Go through the records and copy each line where the string "with" occurs.

[Opening Dataset entries section]

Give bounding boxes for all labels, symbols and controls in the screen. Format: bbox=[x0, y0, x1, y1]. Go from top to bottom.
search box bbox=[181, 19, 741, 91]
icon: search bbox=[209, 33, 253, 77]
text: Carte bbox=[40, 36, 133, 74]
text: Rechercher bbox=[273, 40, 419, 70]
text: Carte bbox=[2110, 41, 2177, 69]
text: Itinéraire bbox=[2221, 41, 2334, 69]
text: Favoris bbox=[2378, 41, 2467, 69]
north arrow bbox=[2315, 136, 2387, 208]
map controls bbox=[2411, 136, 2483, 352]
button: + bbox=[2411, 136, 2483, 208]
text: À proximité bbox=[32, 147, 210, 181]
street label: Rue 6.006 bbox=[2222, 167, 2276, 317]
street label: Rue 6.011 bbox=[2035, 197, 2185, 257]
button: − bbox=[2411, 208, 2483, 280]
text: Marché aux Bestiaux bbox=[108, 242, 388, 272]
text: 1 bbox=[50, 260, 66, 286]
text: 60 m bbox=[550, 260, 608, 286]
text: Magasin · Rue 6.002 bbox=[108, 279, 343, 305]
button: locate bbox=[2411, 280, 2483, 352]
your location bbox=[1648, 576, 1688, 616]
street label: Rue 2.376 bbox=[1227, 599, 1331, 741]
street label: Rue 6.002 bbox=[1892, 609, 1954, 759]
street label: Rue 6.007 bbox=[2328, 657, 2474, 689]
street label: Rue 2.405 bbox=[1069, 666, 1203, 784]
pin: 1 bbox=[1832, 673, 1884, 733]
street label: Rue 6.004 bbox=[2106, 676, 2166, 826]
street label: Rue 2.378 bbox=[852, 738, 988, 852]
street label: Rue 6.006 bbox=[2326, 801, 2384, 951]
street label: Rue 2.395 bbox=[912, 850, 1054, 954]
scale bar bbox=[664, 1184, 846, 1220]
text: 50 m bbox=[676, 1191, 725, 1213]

[Closing Dataset entries section]
[Opening Dataset entries section]

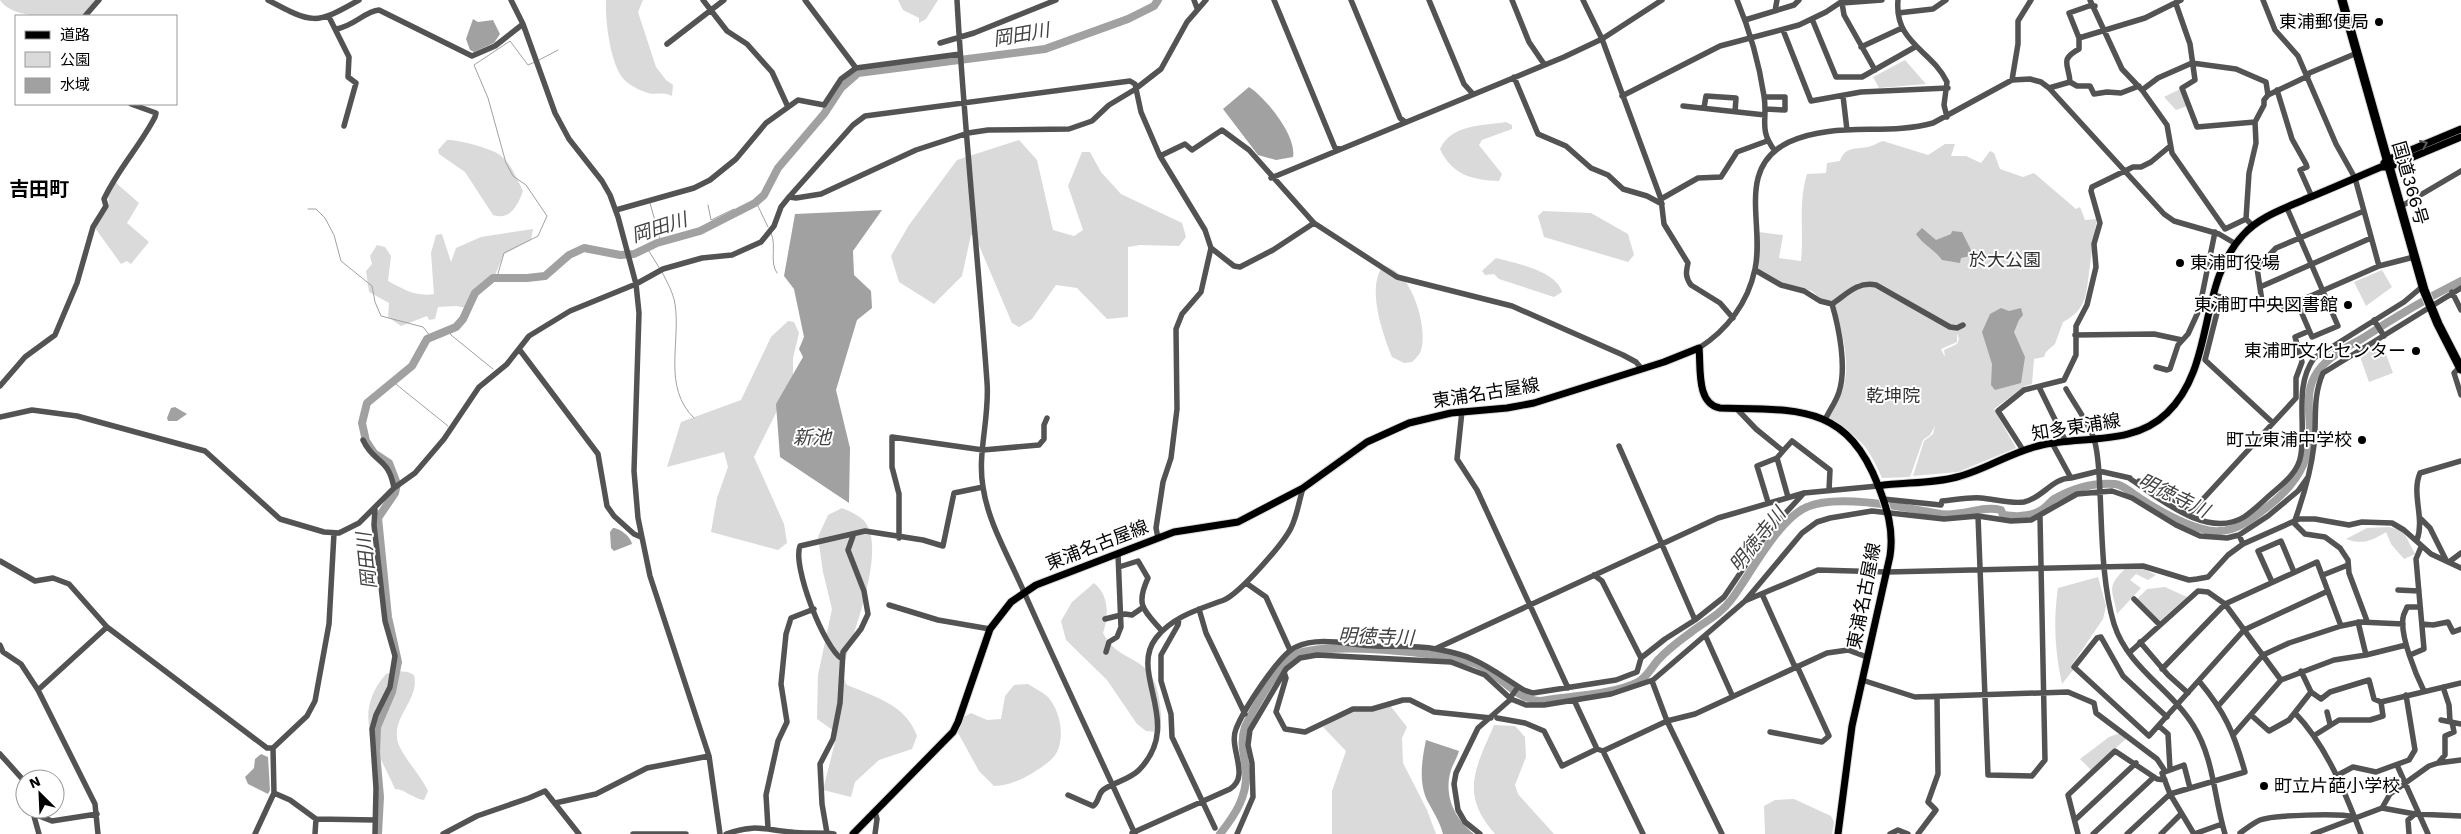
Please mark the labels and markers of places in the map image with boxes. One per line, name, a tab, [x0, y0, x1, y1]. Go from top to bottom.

[Closing Dataset entries section]
[Opening Dataset entries section]

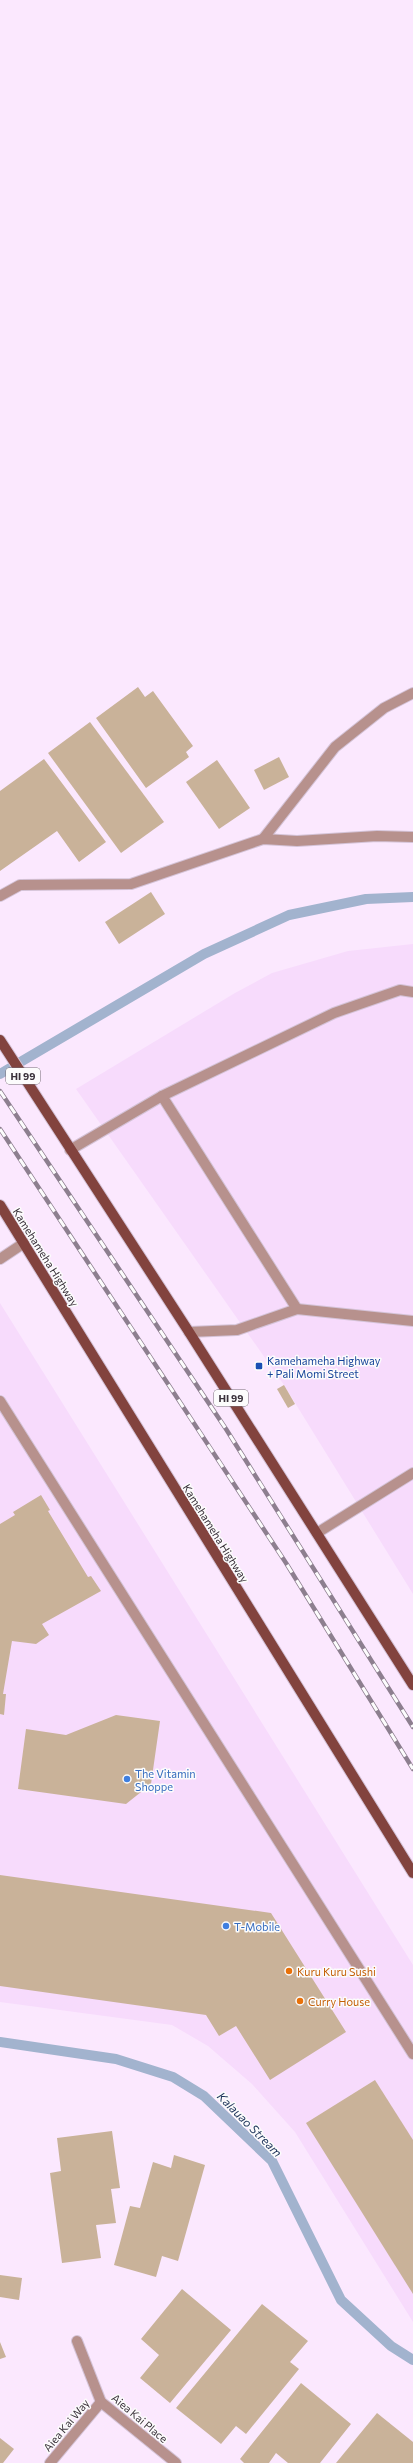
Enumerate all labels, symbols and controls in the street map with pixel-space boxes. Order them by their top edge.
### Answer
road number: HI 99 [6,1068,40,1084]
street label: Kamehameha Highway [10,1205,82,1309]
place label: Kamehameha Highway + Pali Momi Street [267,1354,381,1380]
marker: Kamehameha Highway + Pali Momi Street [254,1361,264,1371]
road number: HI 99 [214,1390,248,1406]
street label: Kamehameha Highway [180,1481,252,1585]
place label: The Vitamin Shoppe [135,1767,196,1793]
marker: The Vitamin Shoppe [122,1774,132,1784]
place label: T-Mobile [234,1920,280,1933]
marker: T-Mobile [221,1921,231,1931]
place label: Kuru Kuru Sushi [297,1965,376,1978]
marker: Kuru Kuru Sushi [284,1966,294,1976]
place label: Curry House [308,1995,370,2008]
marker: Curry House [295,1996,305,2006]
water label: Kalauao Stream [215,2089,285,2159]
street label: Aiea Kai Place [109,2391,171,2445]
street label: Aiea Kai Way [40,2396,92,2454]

[Closing Dataset entries section]

### Answer space
Please mark the labels and markers of places in the map image with boxes. One per line, name, a tab, [x0, y0, x1, y1]. Go from top to bottom.
Enumerate all labels, symbols and controls in the street map with pixel-space boxes. Order them by their top edge.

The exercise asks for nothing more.